İşçilik konusunda kendisini bir noktaya kadar geliştiren işçilerin kendilerine bir işletme açarak çalışmalarını sürdürdükleri görülmektedir. Bu nedenle sektör, küçük işletmeler halinde kalmaya devam etmektedir. Lületaşı sektöründe kobi kapsamında olmakla birlikte daha büyük ölçekli işletmelere gerek vardır Bir anlamda lületaşı sektöründe yer alan firmalar kendilerini birer sanayi kobi’si olarak düzenlemek zorundadır. Şu an var olan ölçekte kalarak ne lületaşının daha yüksek getiri elde etmesi mümkündür ne de sektörün sağlıklı olarak büyümesi…
Sektördeki küçük yapılanmaların birleşerek büyümeleri konusunda meslek odaları ve üniversitelerin katkılarıyla ciddi arayışlara ihtiyaç vardır. Sektörde çalışan firmalar genelde destekler, teşvikler, krediler, ihracat imkânları konusunda yeterli birikimde değildir.
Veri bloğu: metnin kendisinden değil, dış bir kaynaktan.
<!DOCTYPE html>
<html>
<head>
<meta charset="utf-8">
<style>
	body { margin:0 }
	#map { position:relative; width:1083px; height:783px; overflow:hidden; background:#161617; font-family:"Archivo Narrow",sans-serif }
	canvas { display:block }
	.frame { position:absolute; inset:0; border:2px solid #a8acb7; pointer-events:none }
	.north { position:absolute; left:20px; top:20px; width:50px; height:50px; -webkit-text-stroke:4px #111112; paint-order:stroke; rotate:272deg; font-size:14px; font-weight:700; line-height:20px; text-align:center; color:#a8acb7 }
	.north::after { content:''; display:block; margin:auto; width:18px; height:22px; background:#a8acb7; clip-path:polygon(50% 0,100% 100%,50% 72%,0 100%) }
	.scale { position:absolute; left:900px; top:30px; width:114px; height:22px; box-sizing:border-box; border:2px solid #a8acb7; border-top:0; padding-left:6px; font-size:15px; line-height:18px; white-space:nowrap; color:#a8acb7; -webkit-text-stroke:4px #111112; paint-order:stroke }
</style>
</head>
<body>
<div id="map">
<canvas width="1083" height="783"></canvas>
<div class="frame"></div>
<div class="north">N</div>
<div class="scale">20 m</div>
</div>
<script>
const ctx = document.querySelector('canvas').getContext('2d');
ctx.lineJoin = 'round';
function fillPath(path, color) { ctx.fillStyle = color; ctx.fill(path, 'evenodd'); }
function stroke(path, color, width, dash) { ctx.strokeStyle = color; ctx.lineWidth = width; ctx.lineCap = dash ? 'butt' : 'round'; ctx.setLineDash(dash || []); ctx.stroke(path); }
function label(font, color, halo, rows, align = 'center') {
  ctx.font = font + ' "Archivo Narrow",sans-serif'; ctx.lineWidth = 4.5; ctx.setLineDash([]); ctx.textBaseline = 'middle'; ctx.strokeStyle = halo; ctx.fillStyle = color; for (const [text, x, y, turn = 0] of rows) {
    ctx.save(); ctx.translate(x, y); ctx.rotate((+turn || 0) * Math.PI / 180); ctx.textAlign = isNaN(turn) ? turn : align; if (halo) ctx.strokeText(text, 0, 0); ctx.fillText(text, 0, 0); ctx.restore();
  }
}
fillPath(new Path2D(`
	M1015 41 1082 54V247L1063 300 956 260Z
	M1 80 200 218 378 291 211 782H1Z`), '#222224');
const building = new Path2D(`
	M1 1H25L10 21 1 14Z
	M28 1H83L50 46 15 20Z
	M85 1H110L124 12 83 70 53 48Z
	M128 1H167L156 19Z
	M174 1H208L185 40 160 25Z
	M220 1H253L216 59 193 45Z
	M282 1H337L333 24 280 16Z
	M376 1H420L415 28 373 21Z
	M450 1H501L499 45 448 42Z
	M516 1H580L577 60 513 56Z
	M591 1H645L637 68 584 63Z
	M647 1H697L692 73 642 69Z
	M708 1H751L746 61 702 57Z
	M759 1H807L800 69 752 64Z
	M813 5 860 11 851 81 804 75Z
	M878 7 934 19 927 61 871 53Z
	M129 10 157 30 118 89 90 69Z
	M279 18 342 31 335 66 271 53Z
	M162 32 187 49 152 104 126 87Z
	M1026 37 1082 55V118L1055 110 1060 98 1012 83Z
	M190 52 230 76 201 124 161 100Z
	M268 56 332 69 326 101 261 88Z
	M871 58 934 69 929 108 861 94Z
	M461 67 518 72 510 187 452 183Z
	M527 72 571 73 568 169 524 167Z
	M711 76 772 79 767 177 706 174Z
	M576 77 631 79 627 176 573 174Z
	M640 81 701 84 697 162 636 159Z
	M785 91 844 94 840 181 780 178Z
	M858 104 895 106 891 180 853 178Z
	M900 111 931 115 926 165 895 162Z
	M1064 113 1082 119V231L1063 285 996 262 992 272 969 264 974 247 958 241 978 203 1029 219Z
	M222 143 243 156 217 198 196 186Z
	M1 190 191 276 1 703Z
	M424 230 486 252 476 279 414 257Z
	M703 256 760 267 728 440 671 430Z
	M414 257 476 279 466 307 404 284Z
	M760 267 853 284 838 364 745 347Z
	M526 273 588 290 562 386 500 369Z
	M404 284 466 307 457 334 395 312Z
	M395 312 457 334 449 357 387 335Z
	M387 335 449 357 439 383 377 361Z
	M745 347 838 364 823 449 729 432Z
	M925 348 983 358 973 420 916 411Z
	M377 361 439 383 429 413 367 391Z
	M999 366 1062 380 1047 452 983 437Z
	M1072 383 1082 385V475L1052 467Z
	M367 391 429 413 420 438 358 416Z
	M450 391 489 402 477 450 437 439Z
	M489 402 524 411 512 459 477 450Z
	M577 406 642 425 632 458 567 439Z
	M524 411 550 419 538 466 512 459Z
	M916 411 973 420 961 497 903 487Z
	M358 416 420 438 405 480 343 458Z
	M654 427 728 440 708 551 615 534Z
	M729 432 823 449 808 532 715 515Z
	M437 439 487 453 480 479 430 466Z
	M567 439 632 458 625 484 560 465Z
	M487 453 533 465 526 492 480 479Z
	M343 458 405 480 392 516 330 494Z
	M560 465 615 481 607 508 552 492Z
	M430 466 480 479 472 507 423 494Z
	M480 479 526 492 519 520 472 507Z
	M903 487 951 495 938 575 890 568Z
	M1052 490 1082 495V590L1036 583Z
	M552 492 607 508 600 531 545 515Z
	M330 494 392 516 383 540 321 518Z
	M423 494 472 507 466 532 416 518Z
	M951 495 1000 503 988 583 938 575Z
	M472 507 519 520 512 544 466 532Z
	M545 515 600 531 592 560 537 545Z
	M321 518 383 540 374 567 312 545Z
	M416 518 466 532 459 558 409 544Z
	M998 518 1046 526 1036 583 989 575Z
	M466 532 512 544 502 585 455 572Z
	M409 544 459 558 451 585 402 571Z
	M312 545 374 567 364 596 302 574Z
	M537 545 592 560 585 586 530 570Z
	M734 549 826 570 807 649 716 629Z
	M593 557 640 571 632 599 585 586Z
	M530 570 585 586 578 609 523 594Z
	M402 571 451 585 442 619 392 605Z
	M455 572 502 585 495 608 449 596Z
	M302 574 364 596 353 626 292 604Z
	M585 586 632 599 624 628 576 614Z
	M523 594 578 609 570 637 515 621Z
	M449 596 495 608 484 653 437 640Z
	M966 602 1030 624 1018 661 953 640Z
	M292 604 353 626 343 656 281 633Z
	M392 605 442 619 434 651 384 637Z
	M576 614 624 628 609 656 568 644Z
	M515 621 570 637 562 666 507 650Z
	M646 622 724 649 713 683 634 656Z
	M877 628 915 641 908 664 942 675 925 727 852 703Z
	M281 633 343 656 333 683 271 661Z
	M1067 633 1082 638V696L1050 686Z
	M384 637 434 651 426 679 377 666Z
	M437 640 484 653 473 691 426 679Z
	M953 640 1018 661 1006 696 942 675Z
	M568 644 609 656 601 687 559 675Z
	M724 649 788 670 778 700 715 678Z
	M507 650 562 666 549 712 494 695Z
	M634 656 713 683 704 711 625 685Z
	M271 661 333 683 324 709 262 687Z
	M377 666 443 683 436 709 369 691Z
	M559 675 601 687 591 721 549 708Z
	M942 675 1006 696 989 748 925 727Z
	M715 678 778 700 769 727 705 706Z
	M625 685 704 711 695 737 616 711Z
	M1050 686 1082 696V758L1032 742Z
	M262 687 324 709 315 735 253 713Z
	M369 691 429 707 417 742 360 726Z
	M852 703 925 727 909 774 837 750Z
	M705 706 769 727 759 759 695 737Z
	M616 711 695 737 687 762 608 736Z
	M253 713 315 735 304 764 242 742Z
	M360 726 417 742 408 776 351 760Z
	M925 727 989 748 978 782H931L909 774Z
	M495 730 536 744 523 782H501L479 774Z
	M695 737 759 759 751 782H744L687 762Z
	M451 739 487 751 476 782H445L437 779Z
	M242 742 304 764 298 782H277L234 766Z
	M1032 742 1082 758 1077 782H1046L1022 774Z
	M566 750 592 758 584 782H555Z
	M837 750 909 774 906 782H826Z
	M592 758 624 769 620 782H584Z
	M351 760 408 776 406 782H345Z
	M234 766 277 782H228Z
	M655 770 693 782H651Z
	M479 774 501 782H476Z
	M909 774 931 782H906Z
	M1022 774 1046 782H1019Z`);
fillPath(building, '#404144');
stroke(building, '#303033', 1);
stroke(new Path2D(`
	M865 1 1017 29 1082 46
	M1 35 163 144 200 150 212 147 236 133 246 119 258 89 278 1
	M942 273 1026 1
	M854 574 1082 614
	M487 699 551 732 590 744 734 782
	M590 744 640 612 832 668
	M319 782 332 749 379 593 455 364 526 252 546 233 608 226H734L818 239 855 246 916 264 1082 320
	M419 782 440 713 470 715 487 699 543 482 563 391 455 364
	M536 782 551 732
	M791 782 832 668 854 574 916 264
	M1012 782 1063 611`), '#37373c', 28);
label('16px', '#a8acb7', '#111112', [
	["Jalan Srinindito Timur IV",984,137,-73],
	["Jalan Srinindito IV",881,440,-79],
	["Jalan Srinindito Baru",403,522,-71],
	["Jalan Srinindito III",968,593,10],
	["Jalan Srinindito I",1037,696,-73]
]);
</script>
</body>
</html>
Yabancı dil konusunda ciddi eksiklikleri bulunmaktadır.
Sektörün bence en önemli problemleri arasında pazarlama konusundaki eksiklik ve zafiyet gelmektedir. Pazardaki tüketici talepleri ve yönelimleri iyi bilinmediğinden ürün çeşitlemesi ve yeni ürün karmalarının oluşması mümkün olmamaktadır. İç pazar son derece zayıftır. Takı konusunda ülkemizde önemli gelişmeler ve çeşitlenmeler olmasına karşın lületaşı ürünler, bu pazarın uzağında durmaktadır.
Lületaşı başta olmak üzere el sanatları ürünlerinin pazarlanmasında en etkin araçlardan birisi olan e-ticaret (Internet üzerinden satış), sektörde henüz yeterince yaygın değildir. Bu konuda sektörün desteğe ihtiyacı var.